Gross gaming revenue was MOP19.5 billion (USD2.4 billion), according to data from Macau’s Gaming Inspection and Coordination Bureau. The 0.1 percent decrease was the smallest since the downturn began, and compares with the median estimate of a 2 percent drop from six analysts surveyed by Bloomberg and the 21.4 percent decline in January.
“The fact that the market almost grew in February despite continued VIP woes leads us to believe mass market increased nicely year-on-year in February, which is what investors likely need to see more of,” Union Gaming Group LLC analyst Grant Govertsen wrote in a note. Still, he expects gambling revenue to drop further in March and April, by 13 percent and 6 percent respectively, before returning to growth in June.

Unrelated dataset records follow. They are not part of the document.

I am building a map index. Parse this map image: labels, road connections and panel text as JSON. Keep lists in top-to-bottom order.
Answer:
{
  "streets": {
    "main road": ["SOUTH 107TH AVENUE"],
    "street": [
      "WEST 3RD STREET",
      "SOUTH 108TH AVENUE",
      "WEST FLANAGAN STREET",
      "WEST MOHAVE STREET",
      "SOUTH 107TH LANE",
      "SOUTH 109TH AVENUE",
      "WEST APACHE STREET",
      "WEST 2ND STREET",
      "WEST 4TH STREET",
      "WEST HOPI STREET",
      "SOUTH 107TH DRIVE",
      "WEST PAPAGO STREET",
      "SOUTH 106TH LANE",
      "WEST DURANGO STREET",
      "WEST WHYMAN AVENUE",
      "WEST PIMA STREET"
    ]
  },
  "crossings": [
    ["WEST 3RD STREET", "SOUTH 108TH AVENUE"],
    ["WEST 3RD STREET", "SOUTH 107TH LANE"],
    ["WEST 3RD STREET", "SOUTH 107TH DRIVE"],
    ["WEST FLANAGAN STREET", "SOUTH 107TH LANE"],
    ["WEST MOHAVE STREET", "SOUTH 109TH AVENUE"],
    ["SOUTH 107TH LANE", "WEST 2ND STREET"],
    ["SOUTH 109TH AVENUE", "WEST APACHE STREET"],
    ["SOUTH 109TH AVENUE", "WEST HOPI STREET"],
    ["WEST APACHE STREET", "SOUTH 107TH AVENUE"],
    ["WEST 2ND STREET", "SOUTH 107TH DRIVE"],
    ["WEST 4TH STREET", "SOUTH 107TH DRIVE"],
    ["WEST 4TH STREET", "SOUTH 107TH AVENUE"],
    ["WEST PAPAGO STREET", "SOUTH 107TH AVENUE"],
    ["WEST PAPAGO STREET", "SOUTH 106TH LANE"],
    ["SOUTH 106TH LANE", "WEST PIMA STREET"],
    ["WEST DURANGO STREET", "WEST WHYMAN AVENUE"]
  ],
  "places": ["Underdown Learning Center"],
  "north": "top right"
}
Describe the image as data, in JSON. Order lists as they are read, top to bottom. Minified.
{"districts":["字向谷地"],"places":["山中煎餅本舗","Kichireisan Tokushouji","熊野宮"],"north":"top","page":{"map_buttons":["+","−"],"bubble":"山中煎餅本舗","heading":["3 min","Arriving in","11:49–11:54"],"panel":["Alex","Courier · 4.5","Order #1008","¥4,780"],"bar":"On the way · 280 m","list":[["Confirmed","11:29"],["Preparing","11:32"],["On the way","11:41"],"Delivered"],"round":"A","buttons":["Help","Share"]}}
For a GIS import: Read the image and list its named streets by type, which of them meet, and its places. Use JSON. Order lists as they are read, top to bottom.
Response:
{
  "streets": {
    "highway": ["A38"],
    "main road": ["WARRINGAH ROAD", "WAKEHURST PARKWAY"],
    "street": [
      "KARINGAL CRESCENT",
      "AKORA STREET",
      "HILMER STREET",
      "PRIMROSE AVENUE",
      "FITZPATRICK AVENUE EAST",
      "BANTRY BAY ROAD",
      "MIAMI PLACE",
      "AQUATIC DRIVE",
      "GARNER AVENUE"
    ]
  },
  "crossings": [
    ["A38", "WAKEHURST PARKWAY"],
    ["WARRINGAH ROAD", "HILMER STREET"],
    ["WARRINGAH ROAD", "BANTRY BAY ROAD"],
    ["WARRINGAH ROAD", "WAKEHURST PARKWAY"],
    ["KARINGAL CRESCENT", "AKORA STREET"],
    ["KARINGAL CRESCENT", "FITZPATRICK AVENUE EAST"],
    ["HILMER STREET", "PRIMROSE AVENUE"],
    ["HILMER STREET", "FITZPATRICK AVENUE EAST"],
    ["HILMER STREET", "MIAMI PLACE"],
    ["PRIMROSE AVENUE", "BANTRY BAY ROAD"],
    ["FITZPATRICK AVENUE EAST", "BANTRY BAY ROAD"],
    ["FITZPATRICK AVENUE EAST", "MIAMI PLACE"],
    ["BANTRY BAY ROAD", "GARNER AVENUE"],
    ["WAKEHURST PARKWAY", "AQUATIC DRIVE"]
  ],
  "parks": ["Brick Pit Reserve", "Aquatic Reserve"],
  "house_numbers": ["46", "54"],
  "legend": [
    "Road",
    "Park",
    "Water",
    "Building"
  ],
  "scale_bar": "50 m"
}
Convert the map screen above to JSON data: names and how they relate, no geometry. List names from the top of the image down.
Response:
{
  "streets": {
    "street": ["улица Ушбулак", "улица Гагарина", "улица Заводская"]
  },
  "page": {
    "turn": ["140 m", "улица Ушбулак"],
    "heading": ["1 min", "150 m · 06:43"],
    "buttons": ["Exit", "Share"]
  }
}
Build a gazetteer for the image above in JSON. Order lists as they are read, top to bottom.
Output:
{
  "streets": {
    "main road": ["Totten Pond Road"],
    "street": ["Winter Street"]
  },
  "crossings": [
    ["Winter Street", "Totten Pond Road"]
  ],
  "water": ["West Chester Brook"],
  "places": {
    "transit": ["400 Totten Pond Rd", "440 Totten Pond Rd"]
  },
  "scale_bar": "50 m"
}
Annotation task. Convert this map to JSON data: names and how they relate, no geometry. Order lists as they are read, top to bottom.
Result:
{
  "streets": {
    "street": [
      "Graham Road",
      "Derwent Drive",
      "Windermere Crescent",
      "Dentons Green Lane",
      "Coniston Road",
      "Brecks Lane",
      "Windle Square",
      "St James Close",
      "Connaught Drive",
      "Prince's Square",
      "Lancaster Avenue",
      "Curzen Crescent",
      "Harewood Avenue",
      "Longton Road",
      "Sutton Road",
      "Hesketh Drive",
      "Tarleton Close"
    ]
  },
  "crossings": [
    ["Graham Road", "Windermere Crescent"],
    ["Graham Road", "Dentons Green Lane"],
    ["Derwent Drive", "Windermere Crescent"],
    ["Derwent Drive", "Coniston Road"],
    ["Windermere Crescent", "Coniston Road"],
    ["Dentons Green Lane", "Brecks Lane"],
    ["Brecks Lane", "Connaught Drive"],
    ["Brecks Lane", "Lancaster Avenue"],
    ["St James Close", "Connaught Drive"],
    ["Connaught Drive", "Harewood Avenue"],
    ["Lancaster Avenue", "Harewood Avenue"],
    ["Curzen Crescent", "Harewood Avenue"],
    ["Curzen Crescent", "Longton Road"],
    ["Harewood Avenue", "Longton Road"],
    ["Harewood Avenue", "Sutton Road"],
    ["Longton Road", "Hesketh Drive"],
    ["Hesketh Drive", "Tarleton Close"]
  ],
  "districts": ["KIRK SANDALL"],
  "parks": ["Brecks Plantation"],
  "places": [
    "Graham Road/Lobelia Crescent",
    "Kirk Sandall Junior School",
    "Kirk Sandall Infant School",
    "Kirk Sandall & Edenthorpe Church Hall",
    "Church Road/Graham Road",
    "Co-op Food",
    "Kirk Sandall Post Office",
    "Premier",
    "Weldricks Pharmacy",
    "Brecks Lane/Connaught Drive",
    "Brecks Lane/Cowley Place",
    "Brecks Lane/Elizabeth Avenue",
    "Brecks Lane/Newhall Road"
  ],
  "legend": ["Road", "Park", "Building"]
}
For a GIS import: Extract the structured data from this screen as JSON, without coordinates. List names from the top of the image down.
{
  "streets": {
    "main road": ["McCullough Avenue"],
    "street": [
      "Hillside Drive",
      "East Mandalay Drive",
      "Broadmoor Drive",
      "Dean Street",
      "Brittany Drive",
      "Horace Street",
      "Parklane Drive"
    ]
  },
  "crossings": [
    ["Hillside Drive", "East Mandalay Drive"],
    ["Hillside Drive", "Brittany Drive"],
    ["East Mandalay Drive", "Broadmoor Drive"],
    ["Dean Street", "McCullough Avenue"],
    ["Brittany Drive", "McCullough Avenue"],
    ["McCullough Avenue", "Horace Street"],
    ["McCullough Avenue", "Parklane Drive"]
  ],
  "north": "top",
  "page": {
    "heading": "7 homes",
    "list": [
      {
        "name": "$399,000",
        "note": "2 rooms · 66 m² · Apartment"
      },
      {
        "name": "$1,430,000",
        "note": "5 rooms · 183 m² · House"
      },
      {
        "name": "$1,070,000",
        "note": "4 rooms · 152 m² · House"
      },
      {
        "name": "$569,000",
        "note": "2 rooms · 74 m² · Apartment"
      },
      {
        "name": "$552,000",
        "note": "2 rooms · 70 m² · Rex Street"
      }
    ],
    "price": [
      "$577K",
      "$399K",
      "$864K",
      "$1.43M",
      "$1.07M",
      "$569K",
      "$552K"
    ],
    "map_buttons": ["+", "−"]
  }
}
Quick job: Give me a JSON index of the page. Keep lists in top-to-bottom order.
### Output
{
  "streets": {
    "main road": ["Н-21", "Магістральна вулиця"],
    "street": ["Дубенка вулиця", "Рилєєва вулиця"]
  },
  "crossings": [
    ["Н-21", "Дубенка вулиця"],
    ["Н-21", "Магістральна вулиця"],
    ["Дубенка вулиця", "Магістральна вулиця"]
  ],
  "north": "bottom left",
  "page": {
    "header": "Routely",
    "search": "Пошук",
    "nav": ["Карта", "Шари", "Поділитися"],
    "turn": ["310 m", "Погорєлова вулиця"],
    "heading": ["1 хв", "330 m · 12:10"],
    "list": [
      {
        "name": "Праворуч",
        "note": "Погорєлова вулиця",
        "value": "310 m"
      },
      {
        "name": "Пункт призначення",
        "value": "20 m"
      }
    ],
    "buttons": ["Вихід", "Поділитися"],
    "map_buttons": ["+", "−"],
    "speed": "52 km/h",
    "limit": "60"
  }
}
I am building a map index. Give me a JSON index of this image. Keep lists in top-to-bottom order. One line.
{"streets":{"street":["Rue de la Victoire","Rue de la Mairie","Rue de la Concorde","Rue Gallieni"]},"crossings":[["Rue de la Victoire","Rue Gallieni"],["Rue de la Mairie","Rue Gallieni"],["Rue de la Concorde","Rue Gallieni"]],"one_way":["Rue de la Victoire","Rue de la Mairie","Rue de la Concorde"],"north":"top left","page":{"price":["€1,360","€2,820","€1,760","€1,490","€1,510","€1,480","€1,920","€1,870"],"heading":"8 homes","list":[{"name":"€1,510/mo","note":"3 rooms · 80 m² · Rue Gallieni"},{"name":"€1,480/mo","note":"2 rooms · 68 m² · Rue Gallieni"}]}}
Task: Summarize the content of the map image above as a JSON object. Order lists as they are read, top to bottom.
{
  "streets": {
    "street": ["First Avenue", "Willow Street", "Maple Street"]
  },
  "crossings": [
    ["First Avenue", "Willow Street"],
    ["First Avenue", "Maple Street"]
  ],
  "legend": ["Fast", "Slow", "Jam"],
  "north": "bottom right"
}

Chinese high-rolling gamblers have laid low since President Xi Jinping started an anti-­corruption campaign in 2013, ending a decade-­long Macau boom that propelled the city’s casino revenue to seven times more than the Las Vegas Strip. Since then, operators such as Galaxy Entertainment Group Ltd. have opened resorts aimed more at tourists and mass-market gamblers, in hopes of lifting gaming receipts from their five-year low.
Macau casino shares reversed earlier losses after the monthly data was released, with Sands China Ltd. up as much as 1.9 percent and Wynn Macau Ltd. rising as much as 1.6 percent in Hong Kong trading. The Bloomberg Intelligence Macau casinos index rose as much as 0.4 percent, after falling by 2.1 percent in the morning.
Revenue from VIPs, as measured by their favorite baccarat card game, have fallen to near the level of other gamblers as Macau’s government tightened scrutiny on junket operators, middle-men who organize trips for high-end Chinese gamblers and lend them money to bet with, in effect skirting China’s currency controls.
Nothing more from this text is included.